Every line in the entries that holds "fillStyle" should be identified and copied.

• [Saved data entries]

--- START ---

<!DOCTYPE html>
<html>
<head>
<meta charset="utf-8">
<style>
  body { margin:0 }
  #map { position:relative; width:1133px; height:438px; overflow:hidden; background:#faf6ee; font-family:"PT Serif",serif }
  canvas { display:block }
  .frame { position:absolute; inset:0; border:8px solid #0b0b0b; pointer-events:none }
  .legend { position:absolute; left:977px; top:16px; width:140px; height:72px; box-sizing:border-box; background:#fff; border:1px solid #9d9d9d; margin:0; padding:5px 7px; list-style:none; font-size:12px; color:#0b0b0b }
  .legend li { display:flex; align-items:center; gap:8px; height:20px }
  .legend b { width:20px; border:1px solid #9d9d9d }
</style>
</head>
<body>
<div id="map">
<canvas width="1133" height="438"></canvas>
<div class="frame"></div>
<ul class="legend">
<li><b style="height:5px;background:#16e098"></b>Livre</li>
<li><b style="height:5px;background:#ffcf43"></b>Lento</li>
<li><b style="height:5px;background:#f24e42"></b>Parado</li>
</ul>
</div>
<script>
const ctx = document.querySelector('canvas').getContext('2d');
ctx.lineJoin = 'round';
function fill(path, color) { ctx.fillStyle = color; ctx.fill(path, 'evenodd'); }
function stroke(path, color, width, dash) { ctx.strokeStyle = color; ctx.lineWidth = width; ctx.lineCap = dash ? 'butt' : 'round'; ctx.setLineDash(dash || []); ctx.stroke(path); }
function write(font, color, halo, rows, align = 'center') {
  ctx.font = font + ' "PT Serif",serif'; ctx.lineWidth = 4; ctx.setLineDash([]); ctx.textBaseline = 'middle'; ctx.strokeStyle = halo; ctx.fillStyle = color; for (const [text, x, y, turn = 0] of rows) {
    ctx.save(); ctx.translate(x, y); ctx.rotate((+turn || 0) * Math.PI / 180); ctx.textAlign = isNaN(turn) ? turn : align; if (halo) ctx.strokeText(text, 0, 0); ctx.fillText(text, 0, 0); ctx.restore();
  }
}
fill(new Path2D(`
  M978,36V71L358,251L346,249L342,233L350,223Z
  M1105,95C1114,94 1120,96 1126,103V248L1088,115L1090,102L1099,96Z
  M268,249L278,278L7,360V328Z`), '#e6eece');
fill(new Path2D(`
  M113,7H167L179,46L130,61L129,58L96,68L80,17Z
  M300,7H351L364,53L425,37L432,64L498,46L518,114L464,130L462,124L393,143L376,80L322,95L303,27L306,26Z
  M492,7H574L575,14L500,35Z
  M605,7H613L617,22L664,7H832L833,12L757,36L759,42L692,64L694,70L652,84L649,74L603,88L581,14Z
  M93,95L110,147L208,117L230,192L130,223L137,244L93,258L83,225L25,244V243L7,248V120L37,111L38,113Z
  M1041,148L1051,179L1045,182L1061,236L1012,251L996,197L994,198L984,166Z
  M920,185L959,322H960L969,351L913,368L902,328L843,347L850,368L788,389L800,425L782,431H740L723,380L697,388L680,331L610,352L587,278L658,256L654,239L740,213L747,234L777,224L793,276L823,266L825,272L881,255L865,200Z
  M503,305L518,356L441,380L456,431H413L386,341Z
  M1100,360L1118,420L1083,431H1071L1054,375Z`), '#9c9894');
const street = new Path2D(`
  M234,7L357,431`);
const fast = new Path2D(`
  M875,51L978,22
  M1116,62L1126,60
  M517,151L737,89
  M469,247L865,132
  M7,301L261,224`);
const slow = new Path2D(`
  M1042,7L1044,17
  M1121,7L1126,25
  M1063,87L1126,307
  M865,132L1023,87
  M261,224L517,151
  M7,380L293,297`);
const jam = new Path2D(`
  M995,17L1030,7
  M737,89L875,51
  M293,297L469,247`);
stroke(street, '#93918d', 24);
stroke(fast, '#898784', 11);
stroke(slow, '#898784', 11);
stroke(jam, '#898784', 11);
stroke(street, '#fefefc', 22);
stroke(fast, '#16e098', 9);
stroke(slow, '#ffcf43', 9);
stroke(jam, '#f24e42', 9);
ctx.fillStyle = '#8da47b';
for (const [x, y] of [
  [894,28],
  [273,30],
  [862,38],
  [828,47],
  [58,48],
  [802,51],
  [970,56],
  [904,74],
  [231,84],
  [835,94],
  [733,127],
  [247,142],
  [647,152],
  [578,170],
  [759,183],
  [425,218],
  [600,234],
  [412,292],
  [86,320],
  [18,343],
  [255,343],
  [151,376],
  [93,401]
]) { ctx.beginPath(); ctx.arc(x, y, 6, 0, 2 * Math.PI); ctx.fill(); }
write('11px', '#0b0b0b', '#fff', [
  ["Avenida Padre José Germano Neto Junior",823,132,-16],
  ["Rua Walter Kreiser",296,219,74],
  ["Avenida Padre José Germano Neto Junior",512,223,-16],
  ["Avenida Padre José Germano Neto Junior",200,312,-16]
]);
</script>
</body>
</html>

--- END ---

• [EXERCISE RESULT]
function fill(path, color) { ctx.fillStyle = color; ctx.fill(path, 'evenodd'); }
  ctx.font = font + ' "PT Serif",serif'; ctx.lineWidth = 4; ctx.setLineDash([]); ctx.textBaseline = 'middle'; ctx.strokeStyle = halo; ctx.fillStyle = color; for (const [text, x, y, turn = 0] of rows) {
ctx.fillStyle = '#8da47b';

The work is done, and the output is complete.